3.1 Coordinator Agent

  • Primary Function: Orchestrates workflow between specialized agents and maintains high-level investigation coherence
  • Key Responsibilities:
  • Directing information flow between agents
  • Resolving analysis inconsistencies
  • Ensuring comprehensive coverage of security aspects
  • Producing final coherent reports

Implementation: Uses broad system prompts to maintain balanced reporting with appropriate confidence levels

3.2 Alert Analyzer Agent

  • Primary Function: Analyzes security alerts to identify patterns and trends
  • Key Capabilities:
  • Querying alert databases using SQL
  • Pattern recognition across multiple alerts
  • Alert severity assessment
  • Temporal correlation of alerts

Implementation: Leverages Bauplan MCP Server for alert data queries and employs structured pattern identification techniques

3.3 IP Investigator Agent

  • Primary Function: Gathers and analyzes intelligence about IP addresses
  • Key Capabilities:
  • IP geolocation and ownership analysis
  • Organizational profiling of IP owners
  • Historical IP behavior assessment
  • Domain resolution and WHOIS lookups

Implementation: Interfaces with ipinfo and whois MCP servers for enrichment data

3.4 Network Analyzer Agent

  • Primary Function: Analyzes network flow data for suspicious patterns
  • Key Capabilities:
  • Traffic timing pattern analysis
  • Data volume anomaly detection
  • Protocol and port usage assessment
  • Connection pattern recognition

Implementation: Uses SQL queries against netflows table and the LLM model analytical capabilities to identify patterns, with results interpreted by the agent to detect timing regularities, data volume anomalies, and connection characteristics.

3.5 Validation Agent

  • Primary Function: Provides alternative explanations and assesses evidence strength
  • Key Capabilities:
  • Generating non-malicious explanations for suspicious patterns
  • Assessing confidence levels for conclusions
  • Identifying information gaps
  • Evaluating evidence strength

Implementation: Applies structured critical thinking to prevent false positives and maintain balanced assessment

3.6 Recommendation Agent

  • Primary Function: Develops balanced, prioritized security action plans
  • Key Capabilities:
  • Creating phased remediation approaches
  • Prioritizing actions based on risk and confidence
  • Balancing security with operational impact
  • Developing comprehensive threat assessments

Implementation: Uses a four-phase approach (Verification, Containment, Investigation, Remediation)

4. Agent Coordination Workflow

The system implements a sequential workflow with structured information passing:

Coordinator

│ 1. Initiates analysis

Alert Analyzer──┐
│ │
│ 2. Alert │ 3. Pattern
│ Summary │ Analysis
▼ │
Network Analyzer◄───┘

│ 4. Network
│ Timing

IP Investigator

│ 5. IP
│ Intelligence

Validation Agent

│ 6. Alternative
│ Explanations

Recommendation Agent
│ │
│ 7. Threat │ 8. Recommendations
│ Assessment│
▼ │
Coordinator◄────┘

│ 9. Executive Summary
│ & Final Report

Final Report

5. Shared Memory Implementation

The system employs a simple shared memory mechanism for inter-agent communication:

class SharedMemory:
def __init__(self):
self._memory = {}
self._schema_cache = {} # For database schemas

def store(self, key: str, value: Any) -> None:
self._memory[key] = value

def retrieve(self, key: str) -> Any:
return self._memory.get(key)

# Additional methods for schema caching & memory management

This provides efficient data sharing while maintaining clear boundaries between agent responsibilities.

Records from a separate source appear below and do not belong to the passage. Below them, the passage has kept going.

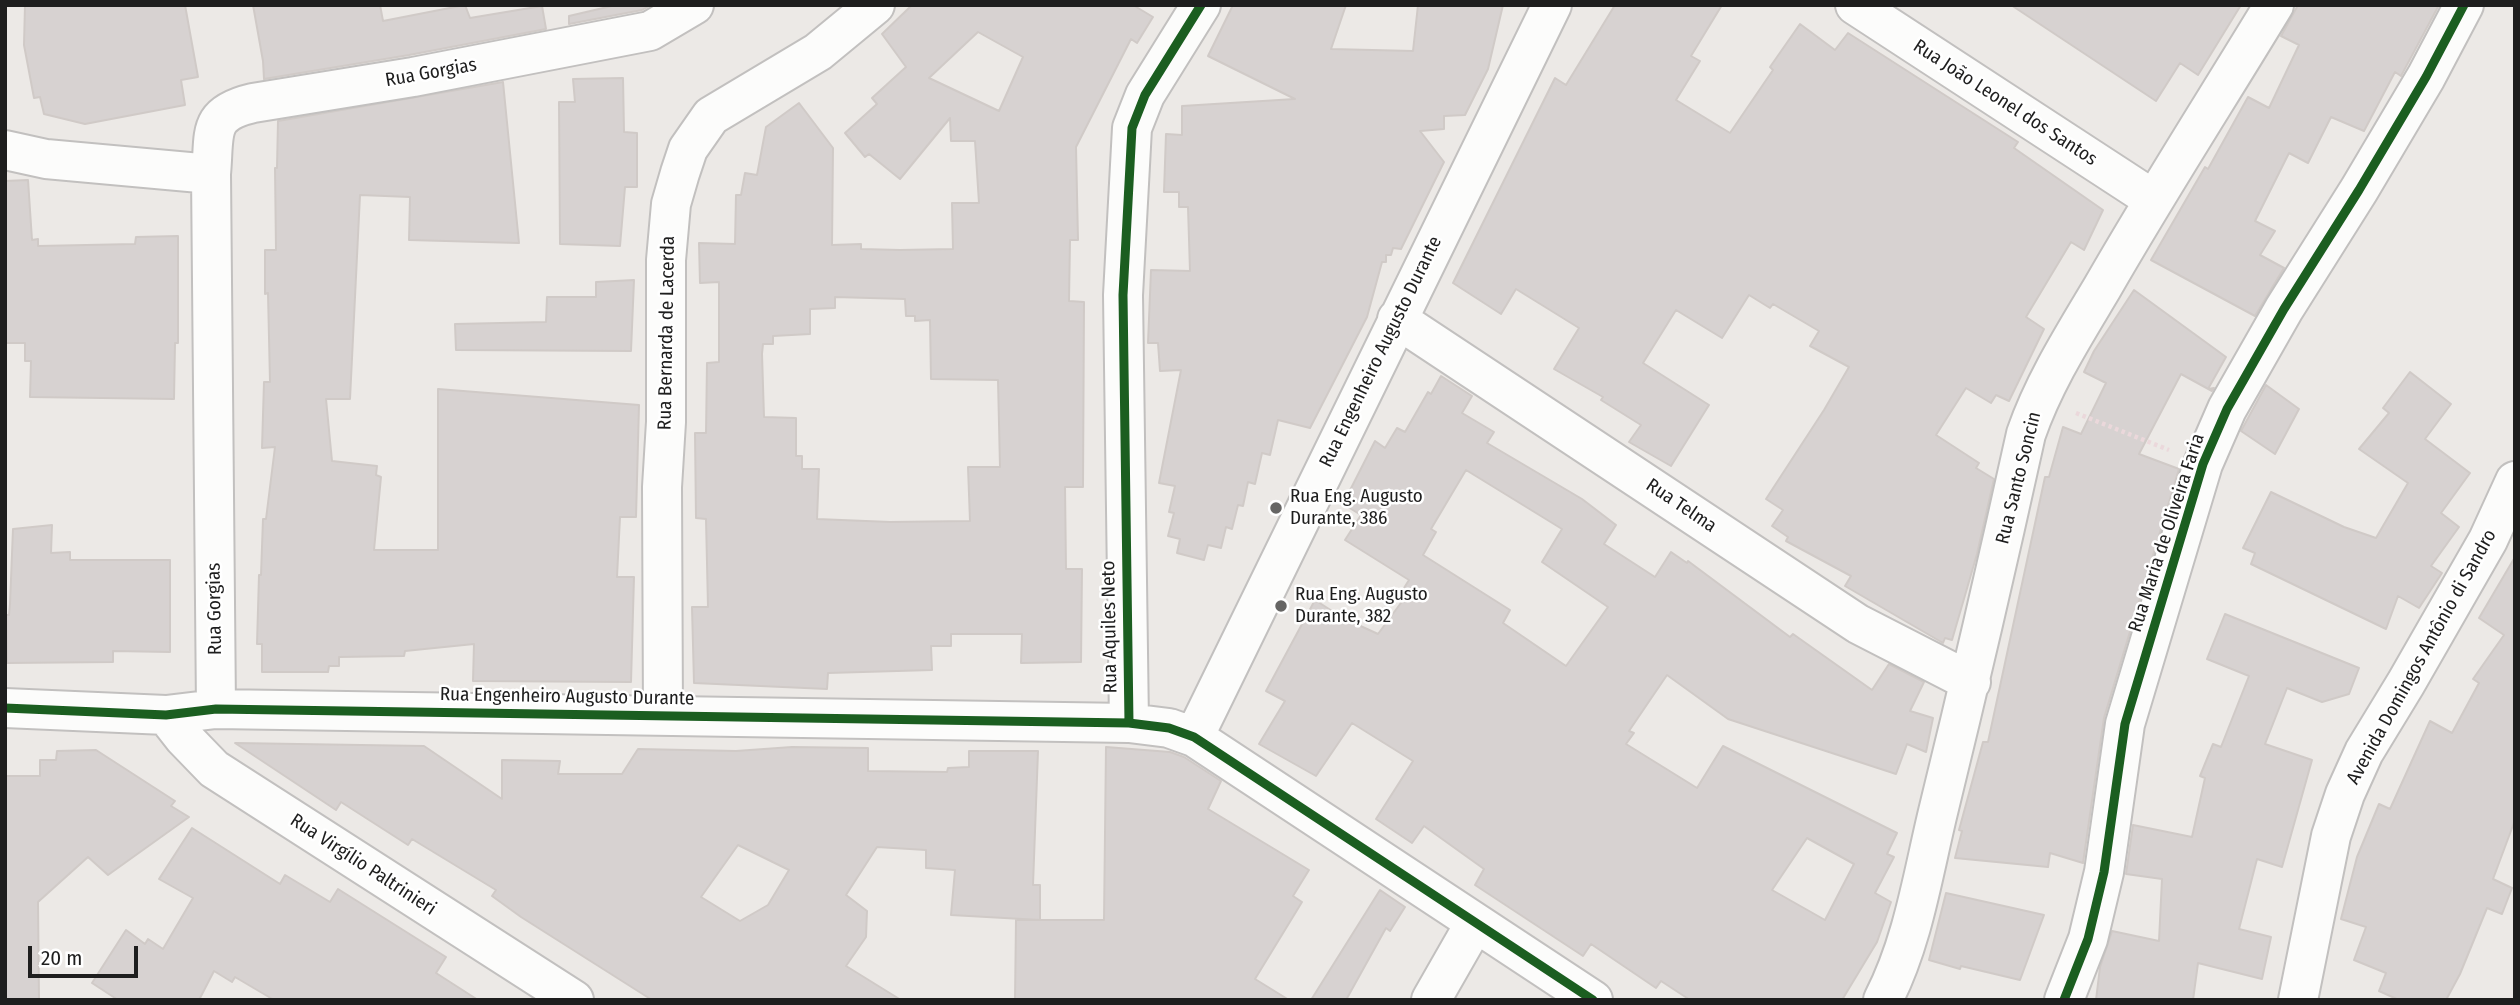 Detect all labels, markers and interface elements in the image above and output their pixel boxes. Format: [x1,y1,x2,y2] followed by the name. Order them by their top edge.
[1909,35,2101,171] street label: Rua João Leonel dos Santos
[384,54,478,92] street label: Rua Gorgias
[1315,233,1447,471] street label: Rua Engenheiro Augusto Durante
[654,236,680,430] street label: Rua Bernarda de Lacerda
[1992,409,2046,547] street label: Rua Santo Soncin
[2124,431,2210,635] street label: Rua Maria de Oliveira Faria
[1641,474,1721,538] street label: Rua Telma
[1290,486,1423,530] place label: Rua Eng. Augusto Durante, 386
[1268,500,1284,516] marker: Rua Eng. Augusto Durante, 386
[2342,526,2502,788] street label: Avenida Domingos Antônio di Sandro
[1097,560,1123,694] street label: Rua Aquiles Neto
[203,563,227,655] street label: Rua Gorgias
[1295,584,1428,628] place label: Rua Eng. Augusto Durante, 382
[1273,598,1289,614] marker: Rua Eng. Augusto Durante, 382
[440,683,694,711] street label: Rua Engenheiro Augusto Durante
[286,809,440,921] street label: Rua Virgílio Paltrinieri
[32,932,142,976] scale bar
[41,945,82,971] text: 20 m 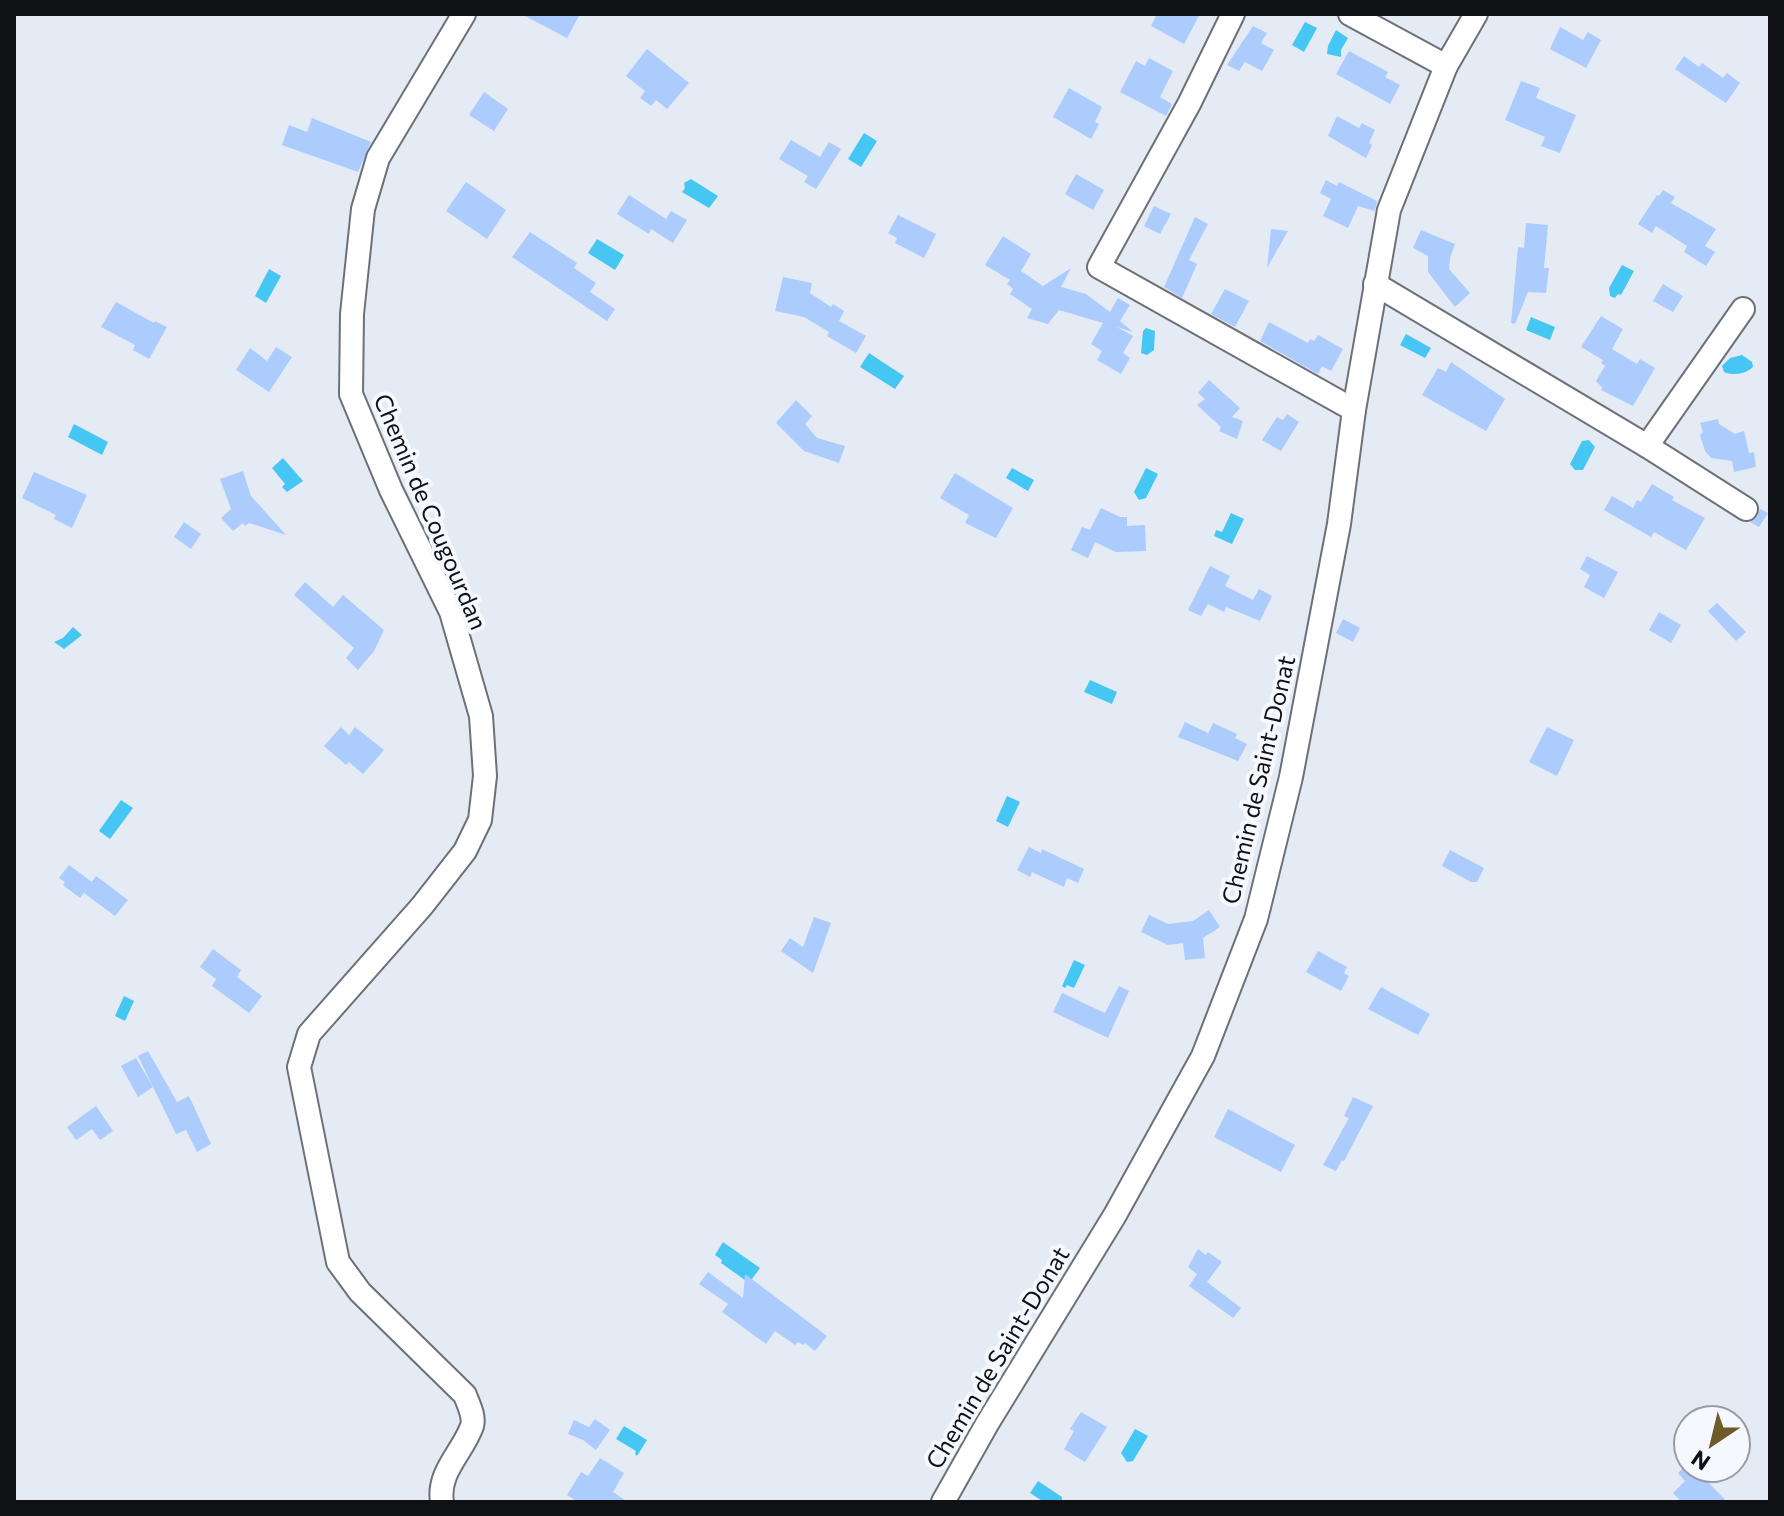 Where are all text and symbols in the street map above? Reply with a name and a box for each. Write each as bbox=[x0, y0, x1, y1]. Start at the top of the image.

The shared memory stores intermediate analysis results, ensuring consistent information access across all agents.

6. External Integration

The system integrates with external data sources through MCP servers:

┌───────────────┐     ┌───────────────┐     ┌───────────────┐
│ Fetch Server │ │Bauplan Server │ │ IPInfo Server │
└───────┬───────┘ └───────┬───────┘ └───────┬───────┘
│ │ │
└─────────────┬───────┴─────────────┬───────┘
│ │
┌─────▼─────┐ ┌─────▼─────┐
│ Agent │ │ WHOIS │
│ System │◄────────┤ Server │
└───────────┘ └───────────┘

Key integrations include:

  • Fetch Server: General data retrieval from URLs
  • Bauplan Server: Bauplan data store access for alerts and netflows
  • IPInfo Server: IP address enrichment
  • WHOIS Server: Domain information lookup

7. Implementation Details

7.1 Agent Initialization

The system initializes agents with specialized system prompts and shared MCP servers:

def initialize_agents():
mcp_servers = initialize_mcp_servers()

coordinator_agent = Agent(
'anthropic:claude-3-7-sonnet-latest',
instrument=True,
system_prompt=COORDINATOR_PROMPT,
mcp_servers=mcp_servers
)

# Initialize additional specialized agents
# ...

return {
"coordinator": coordinator_agent,
"alert_analyzer": alert_analyzer_agent,
# Other agents...
}

7.2 Task Execution

Tasks are executed via a standardized function that handles MCP server lifecycle:

async def execute_agent_task(agent, prompt, model_settings=None):
async with agent.run_mcp_servers():
if model_settings:
result = await agent.run(prompt, model_settings=model_settings)
else:
result = await agent.run(prompt)
return result.data

7.3 Analysis Workflow

The main analysis workflow is implemented as a sequence of agent invocations with progressive knowledge building:

async def analyze_recent_alerts_multi_agent(time_hours=24, min_score=100):
# Initialize agents and shared memory
agents = initialize_agents()
shared_memory.clear()

# Calculate time window
current_time = datetime.now()
start_time = current_time - timedelta(hours=time_hours)
start_time_str = start_time.strftime("%Y-%m-%d %H:%M:%S")

# Store common parameters
shared_memory.store("start_time_str", start_time_str)
shared_memory.store("min_score", min_score)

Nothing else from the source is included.